As discussed below, there have been few prosecutions under the Byrd Amendment, and FCA liability predicated on false certifications of compliance with the Byrd Amendment is a novel approach. The Fluor case highlights that government contractors must be aware of the lobbying restrictions under the Byrd Amendment as well as the type of conduct that could expose them to liability and treble damages under the FCA. DOJ’s decision to intervene in this case also underscores the government’s increased scrutiny and willingness to prosecute cases involving an alleged misappropriation of public funds. It also demonstrates DOJ’s continued efforts to expand the reach of the FCA by pursuing actions based on conduct that falls within the scope of independent statutes that carry their own civil penalties. Instead of seeking penalties via the underlying statute (here, the Byrd Amendment), DOJ has elected to proceed under the FCA where it can recover treble damages as well as civil penalties.

The following alert provides a brief summary of the allegations in the Fluor complaint, as well as an overview of the Byrd Amendment and the FCA.

Fluor Case

Between 1997 and 2008, Fluor had a prime contract with the U.S. Department of Energy (DOE) to provide security, maintenance, and operational services at the DOE’s Hanford Nuclear Site in Washington State. Under this contract, Fluor managed and operated the Hazardous Materials Management and Emergency Response (HAMMER) Center, a federally funded facility established to train Hanford site workers, first responders, and law enforcement personnel.

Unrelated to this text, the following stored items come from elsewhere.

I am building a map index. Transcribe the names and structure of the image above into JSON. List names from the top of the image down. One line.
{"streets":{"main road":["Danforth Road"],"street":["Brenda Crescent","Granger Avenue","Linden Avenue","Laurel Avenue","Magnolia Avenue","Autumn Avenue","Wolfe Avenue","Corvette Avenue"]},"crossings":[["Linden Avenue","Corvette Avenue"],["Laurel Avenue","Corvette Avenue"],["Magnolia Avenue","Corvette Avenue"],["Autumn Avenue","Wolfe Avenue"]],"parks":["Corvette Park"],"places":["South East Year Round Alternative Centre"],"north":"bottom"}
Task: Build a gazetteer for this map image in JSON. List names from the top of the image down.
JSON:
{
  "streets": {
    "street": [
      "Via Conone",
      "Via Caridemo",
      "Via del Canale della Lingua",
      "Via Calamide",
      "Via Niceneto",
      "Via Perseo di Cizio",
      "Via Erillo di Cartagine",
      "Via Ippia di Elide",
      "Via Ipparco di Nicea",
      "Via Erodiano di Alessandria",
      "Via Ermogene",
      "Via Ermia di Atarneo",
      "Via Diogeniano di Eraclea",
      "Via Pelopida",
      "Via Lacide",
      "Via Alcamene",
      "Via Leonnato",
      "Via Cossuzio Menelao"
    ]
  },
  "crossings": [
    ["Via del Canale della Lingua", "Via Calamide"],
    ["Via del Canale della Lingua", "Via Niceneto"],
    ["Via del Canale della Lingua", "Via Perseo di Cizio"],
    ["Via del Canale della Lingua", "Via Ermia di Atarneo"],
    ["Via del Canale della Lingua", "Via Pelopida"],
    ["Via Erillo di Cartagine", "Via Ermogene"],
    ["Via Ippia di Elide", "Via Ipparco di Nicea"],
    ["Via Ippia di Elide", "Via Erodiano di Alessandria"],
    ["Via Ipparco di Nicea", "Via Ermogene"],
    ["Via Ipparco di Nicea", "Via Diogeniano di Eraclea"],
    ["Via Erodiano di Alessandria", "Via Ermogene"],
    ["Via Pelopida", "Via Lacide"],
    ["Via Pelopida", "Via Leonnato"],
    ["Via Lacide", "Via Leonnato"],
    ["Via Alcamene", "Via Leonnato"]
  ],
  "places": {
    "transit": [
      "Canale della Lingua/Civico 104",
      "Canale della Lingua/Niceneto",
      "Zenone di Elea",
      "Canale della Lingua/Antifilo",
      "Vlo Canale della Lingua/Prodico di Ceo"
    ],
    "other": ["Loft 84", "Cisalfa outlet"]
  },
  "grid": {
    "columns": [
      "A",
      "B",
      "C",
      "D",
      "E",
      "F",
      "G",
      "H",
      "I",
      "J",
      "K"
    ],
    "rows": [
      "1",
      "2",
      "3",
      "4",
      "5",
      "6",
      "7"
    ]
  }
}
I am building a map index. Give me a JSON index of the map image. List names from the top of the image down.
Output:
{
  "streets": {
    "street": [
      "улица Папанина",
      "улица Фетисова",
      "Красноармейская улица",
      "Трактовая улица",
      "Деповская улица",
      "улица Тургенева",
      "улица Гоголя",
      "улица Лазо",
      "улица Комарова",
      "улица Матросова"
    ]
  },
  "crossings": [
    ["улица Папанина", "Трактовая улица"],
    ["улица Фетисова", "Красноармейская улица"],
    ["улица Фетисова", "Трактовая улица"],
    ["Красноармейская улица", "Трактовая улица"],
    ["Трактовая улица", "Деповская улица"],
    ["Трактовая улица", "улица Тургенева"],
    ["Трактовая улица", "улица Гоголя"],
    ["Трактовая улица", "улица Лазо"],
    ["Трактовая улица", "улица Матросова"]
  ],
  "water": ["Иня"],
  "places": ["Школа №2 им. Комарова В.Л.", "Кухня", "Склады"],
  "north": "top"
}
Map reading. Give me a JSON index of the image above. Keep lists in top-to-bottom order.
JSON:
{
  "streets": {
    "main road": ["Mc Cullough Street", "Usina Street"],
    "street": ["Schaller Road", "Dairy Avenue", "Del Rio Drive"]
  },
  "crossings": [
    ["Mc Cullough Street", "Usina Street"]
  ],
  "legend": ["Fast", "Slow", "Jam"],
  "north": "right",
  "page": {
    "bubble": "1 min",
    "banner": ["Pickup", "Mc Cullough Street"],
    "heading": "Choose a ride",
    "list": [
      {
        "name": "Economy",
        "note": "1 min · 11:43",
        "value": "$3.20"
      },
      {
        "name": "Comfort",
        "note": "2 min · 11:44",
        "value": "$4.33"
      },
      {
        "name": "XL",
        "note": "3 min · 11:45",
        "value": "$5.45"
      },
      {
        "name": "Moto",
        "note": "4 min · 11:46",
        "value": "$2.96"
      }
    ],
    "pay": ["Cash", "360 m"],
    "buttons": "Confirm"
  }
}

The complaint alleges that, as a condition of receiving its DOE contract, Fluor was required to certify that it would not use federal funds for lobbying activities. The complaint further alleges that between 2005 and 2008, Fluor blatantly ignored these restrictions by hiring two lobbying firms, paid with DOE funds, to lobby members of Congress and executive branch agencies to include additional funds for HAMMER in agency appropriations. DOJ intervened in the lawsuit with respect to Fluor, but declined to intervene with respect to other named defendants, including the two lobbying firms.

The complaint asserts liability on the theory that the use of federal funds for lobbying purposes rendered Fluor’s certification of compliance with the Byrd Amendment false, and that Fluor therefore knowingly presented false claims to the government. The complaint also asserts a claim for retaliation, harassment, and constructive discharge of the relator. It seeks treble damages under the FCA, an $11,000 civil penalty for each false claim, as well as damages and reinstatement for the relator.

Byrd Amendment

The Byrd Amendment supplements other federal lobbying statutes and regulations and provides that:

None of the funds appropriated by any Act may be expended by the recipient of a Federal contract, grant, loan, or cooperative agreement to pay any person for influencing or attempting to influence an officer or employee of any agency, a Member of Congress, an officer or employee of Congress, or an employee of a Member of Congress in connection with any Federal action described in paragraph (2) of this subsection [i.e. , the awarding of any federal contract; the making of any federal grant or loan; the entering into of any cooperative agreement; and the extension, continuation, renewal, amendment, or modification of any federal contract, grant, loan, or cooperative agreement]. 31 U.S.C. § 1352(a)(1)-(2).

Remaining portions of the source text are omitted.